What is needed
Reproduce the entries below, please. Keep every character the same.

------------------------------------

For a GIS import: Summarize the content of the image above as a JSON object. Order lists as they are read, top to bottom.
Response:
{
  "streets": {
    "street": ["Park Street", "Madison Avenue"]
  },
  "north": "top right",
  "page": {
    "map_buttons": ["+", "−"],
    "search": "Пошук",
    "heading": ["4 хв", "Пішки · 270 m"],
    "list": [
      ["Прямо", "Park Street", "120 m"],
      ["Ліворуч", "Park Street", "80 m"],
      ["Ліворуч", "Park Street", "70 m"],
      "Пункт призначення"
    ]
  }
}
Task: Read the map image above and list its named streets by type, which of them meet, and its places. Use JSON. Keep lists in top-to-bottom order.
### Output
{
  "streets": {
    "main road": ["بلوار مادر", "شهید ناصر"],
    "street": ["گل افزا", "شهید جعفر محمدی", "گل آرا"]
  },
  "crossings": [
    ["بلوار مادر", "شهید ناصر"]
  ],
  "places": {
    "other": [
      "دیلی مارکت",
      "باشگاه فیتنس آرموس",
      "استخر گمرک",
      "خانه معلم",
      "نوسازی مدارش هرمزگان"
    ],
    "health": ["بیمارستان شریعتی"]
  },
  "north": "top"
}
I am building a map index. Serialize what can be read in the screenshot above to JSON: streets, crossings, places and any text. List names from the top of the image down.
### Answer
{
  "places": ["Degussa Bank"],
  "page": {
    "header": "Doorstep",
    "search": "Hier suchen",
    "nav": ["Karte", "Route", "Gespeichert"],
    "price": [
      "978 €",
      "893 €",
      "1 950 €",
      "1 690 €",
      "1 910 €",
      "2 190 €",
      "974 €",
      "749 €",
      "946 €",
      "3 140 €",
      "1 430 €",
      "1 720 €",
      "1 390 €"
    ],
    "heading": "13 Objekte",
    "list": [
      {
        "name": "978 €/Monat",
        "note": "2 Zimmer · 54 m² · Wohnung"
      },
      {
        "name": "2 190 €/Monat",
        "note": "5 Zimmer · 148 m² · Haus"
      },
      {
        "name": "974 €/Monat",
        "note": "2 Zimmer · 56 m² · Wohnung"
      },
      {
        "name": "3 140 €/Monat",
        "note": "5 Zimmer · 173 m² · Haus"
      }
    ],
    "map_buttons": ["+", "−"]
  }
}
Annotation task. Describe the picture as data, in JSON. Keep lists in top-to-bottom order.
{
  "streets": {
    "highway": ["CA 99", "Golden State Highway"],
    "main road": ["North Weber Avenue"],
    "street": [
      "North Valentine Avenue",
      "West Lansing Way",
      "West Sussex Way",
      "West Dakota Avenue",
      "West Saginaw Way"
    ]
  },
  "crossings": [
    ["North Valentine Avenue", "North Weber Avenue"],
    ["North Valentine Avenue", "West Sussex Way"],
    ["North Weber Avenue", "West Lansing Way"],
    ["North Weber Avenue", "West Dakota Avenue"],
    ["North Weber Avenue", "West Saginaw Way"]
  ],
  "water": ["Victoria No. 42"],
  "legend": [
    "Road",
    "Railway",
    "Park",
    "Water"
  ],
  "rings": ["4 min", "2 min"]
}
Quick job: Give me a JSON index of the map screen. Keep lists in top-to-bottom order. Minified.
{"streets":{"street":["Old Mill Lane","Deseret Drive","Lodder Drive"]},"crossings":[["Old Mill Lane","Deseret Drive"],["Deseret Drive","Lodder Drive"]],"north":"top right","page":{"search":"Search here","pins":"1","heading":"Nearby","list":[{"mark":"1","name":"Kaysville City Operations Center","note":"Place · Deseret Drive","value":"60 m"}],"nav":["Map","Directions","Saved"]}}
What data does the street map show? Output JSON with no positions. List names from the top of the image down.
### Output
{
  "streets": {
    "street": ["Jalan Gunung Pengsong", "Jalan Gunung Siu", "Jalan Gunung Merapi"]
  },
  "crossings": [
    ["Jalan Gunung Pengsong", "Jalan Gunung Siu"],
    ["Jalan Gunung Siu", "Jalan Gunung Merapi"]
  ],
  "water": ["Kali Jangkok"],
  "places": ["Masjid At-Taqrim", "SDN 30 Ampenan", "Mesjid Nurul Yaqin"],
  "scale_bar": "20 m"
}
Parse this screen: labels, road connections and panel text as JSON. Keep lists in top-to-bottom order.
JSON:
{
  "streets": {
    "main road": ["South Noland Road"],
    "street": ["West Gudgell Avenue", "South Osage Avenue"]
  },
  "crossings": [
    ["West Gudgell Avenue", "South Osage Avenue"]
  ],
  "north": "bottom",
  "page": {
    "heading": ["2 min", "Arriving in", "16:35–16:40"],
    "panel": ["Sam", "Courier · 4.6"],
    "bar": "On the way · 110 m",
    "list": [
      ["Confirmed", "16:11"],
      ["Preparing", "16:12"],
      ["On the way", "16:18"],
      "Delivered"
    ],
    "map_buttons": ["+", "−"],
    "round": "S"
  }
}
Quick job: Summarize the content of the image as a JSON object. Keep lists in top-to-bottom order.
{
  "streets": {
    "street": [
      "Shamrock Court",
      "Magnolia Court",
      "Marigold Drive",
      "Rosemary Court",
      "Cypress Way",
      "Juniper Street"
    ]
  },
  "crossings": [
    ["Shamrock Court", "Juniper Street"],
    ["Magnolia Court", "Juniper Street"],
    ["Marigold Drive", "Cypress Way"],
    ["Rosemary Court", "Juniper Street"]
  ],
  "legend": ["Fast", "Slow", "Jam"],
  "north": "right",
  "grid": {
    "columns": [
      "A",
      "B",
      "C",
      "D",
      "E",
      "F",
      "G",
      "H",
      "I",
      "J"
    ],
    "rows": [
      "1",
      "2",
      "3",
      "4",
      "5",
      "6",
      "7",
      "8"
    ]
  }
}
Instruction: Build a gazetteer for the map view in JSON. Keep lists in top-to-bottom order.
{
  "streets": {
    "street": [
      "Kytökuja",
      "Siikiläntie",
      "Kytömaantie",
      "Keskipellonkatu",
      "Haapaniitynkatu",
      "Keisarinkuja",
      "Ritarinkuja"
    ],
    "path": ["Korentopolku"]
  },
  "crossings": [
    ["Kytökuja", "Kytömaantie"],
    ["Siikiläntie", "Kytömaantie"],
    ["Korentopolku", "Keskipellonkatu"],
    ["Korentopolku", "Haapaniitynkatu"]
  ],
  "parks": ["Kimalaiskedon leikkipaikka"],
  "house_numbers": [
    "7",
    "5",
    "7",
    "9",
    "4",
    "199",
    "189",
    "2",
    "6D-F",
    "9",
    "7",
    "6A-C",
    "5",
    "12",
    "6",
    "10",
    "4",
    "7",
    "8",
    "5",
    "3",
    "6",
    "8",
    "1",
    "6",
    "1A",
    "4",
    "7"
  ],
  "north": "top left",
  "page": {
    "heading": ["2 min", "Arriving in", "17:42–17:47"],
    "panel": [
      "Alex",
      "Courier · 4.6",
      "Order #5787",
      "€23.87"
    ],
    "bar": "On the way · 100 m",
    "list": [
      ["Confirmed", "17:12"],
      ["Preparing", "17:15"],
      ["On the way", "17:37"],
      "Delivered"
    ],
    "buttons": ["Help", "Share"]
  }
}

------------------------------------

Answer for the task
For a GIS import: Summarize the content of the image above as a JSON object. Order lists as they are read, top to bottom.
Response:
{
  "streets": {
    "street": ["Park Street", "Madison Avenue"]
  },
  "north": "top right",
  "page": {
    "map_buttons": ["+", "−"],
    "search": "Пошук",
    "heading": ["4 хв", "Пішки · 270 m"],
    "list": [
      ["Прямо", "Park Street", "120 m"],
      ["Ліворуч", "Park Street", "80 m"],
      ["Ліворуч", "Park Street", "70 m"],
      "Пункт призначення"
    ]
  }
}
Task: Read the map image above and list its named streets by type, which of them meet, and its places. Use JSON. Keep lists in top-to-bottom order.
### Output
{
  "streets": {
    "main road": ["بلوار مادر", "شهید ناصر"],
    "street": ["گل افزا", "شهید جعفر محمدی", "گل آرا"]
  },
  "crossings": [
    ["بلوار مادر", "شهید ناصر"]
  ],
  "places": {
    "other": [
      "دیلی مارکت",
      "باشگاه فیتنس آرموس",
      "استخر گمرک",
      "خانه معلم",
      "نوسازی مدارش هرمزگان"
    ],
    "health": ["بیمارستان شریعتی"]
  },
  "north": "top"
}
I am building a map index. Serialize what can be read in the screenshot above to JSON: streets, crossings, places and any text. List names from the top of the image down.
### Answer
{
  "places": ["Degussa Bank"],
  "page": {
    "header": "Doorstep",
    "search": "Hier suchen",
    "nav": ["Karte", "Route", "Gespeichert"],
    "price": [
      "978 €",
      "893 €",
      "1 950 €",
      "1 690 €",
      "1 910 €",
      "2 190 €",
      "974 €",
      "749 €",
      "946 €",
      "3 140 €",
      "1 430 €",
      "1 720 €",
      "1 390 €"
    ],
    "heading": "13 Objekte",
    "list": [
      {
        "name": "978 €/Monat",
        "note": "2 Zimmer · 54 m² · Wohnung"
      },
      {
        "name": "2 190 €/Monat",
        "note": "5 Zimmer · 148 m² · Haus"
      },
      {
        "name": "974 €/Monat",
        "note": "2 Zimmer · 56 m² · Wohnung"
      },
      {
        "name": "3 140 €/Monat",
        "note": "5 Zimmer · 173 m² · Haus"
      }
    ],
    "map_buttons": ["+", "−"]
  }
}
Annotation task. Describe the picture as data, in JSON. Keep lists in top-to-bottom order.
{
  "streets": {
    "highway": ["CA 99", "Golden State Highway"],
    "main road": ["North Weber Avenue"],
    "street": [
      "North Valentine Avenue",
      "West Lansing Way",
      "West Sussex Way",
      "West Dakota Avenue",
      "West Saginaw Way"
    ]
  },
  "crossings": [
    ["North Valentine Avenue", "North Weber Avenue"],
    ["North Valentine Avenue", "West Sussex Way"],
    ["North Weber Avenue", "West Lansing Way"],
    ["North Weber Avenue", "West Dakota Avenue"],
    ["North Weber Avenue", "West Saginaw Way"]
  ],
  "water": ["Victoria No. 42"],
  "legend": [
    "Road",
    "Railway",
    "Park",
    "Water"
  ],
  "rings": ["4 min", "2 min"]
}
Quick job: Give me a JSON index of the map screen. Keep lists in top-to-bottom order. Minified.
{"streets":{"street":["Old Mill Lane","Deseret Drive","Lodder Drive"]},"crossings":[["Old Mill Lane","Deseret Drive"],["Deseret Drive","Lodder Drive"]],"north":"top right","page":{"search":"Search here","pins":"1","heading":"Nearby","list":[{"mark":"1","name":"Kaysville City Operations Center","note":"Place · Deseret Drive","value":"60 m"}],"nav":["Map","Directions","Saved"]}}
What data does the street map show? Output JSON with no positions. List names from the top of the image down.
### Output
{
  "streets": {
    "street": ["Jalan Gunung Pengsong", "Jalan Gunung Siu", "Jalan Gunung Merapi"]
  },
  "crossings": [
    ["Jalan Gunung Pengsong", "Jalan Gunung Siu"],
    ["Jalan Gunung Siu", "Jalan Gunung Merapi"]
  ],
  "water": ["Kali Jangkok"],
  "places": ["Masjid At-Taqrim", "SDN 30 Ampenan", "Mesjid Nurul Yaqin"],
  "scale_bar": "20 m"
}
Parse this screen: labels, road connections and panel text as JSON. Keep lists in top-to-bottom order.
JSON:
{
  "streets": {
    "main road": ["South Noland Road"],
    "street": ["West Gudgell Avenue", "South Osage Avenue"]
  },
  "crossings": [
    ["West Gudgell Avenue", "South Osage Avenue"]
  ],
  "north": "bottom",
  "page": {
    "heading": ["2 min", "Arriving in", "16:35–16:40"],
    "panel": ["Sam", "Courier · 4.6"],
    "bar": "On the way · 110 m",
    "list": [
      ["Confirmed", "16:11"],
      ["Preparing", "16:12"],
      ["On the way", "16:18"],
      "Delivered"
    ],
    "map_buttons": ["+", "−"],
    "round": "S"
  }
}
Quick job: Summarize the content of the image as a JSON object. Keep lists in top-to-bottom order.
{
  "streets": {
    "street": [
      "Shamrock Court",
      "Magnolia Court",
      "Marigold Drive",
      "Rosemary Court",
      "Cypress Way",
      "Juniper Street"
    ]
  },
  "crossings": [
    ["Shamrock Court", "Juniper Street"],
    ["Magnolia Court", "Juniper Street"],
    ["Marigold Drive", "Cypress Way"],
    ["Rosemary Court", "Juniper Street"]
  ],
  "legend": ["Fast", "Slow", "Jam"],
  "north": "right",
  "grid": {
    "columns": [
      "A",
      "B",
      "C",
      "D",
      "E",
      "F",
      "G",
      "H",
      "I",
      "J"
    ],
    "rows": [
      "1",
      "2",
      "3",
      "4",
      "5",
      "6",
      "7",
      "8"
    ]
  }
}
Instruction: Build a gazetteer for the map view in JSON. Keep lists in top-to-bottom order.
{
  "streets": {
    "street": [
      "Kytökuja",
      "Siikiläntie",
      "Kytömaantie",
      "Keskipellonkatu",
      "Haapaniitynkatu",
      "Keisarinkuja",
      "Ritarinkuja"
    ],
    "path": ["Korentopolku"]
  },
  "crossings": [
    ["Kytökuja", "Kytömaantie"],
    ["Siikiläntie", "Kytömaantie"],
    ["Korentopolku", "Keskipellonkatu"],
    ["Korentopolku", "Haapaniitynkatu"]
  ],
  "parks": ["Kimalaiskedon leikkipaikka"],
  "house_numbers": [
    "7",
    "5",
    "7",
    "9",
    "4",
    "199",
    "189",
    "2",
    "6D-F",
    "9",
    "7",
    "6A-C",
    "5",
    "12",
    "6",
    "10",
    "4",
    "7",
    "8",
    "5",
    "3",
    "6",
    "8",
    "1",
    "6",
    "1A",
    "4",
    "7"
  ],
  "north": "top left",
  "page": {
    "heading": ["2 min", "Arriving in", "17:42–17:47"],
    "panel": [
      "Alex",
      "Courier · 4.6",
      "Order #5787",
      "€23.87"
    ],
    "bar": "On the way · 100 m",
    "list": [
      ["Confirmed", "17:12"],
      ["Preparing", "17:15"],
      ["On the way", "17:37"],
      "Delivered"
    ],
    "buttons": ["Help", "Share"]
  }
}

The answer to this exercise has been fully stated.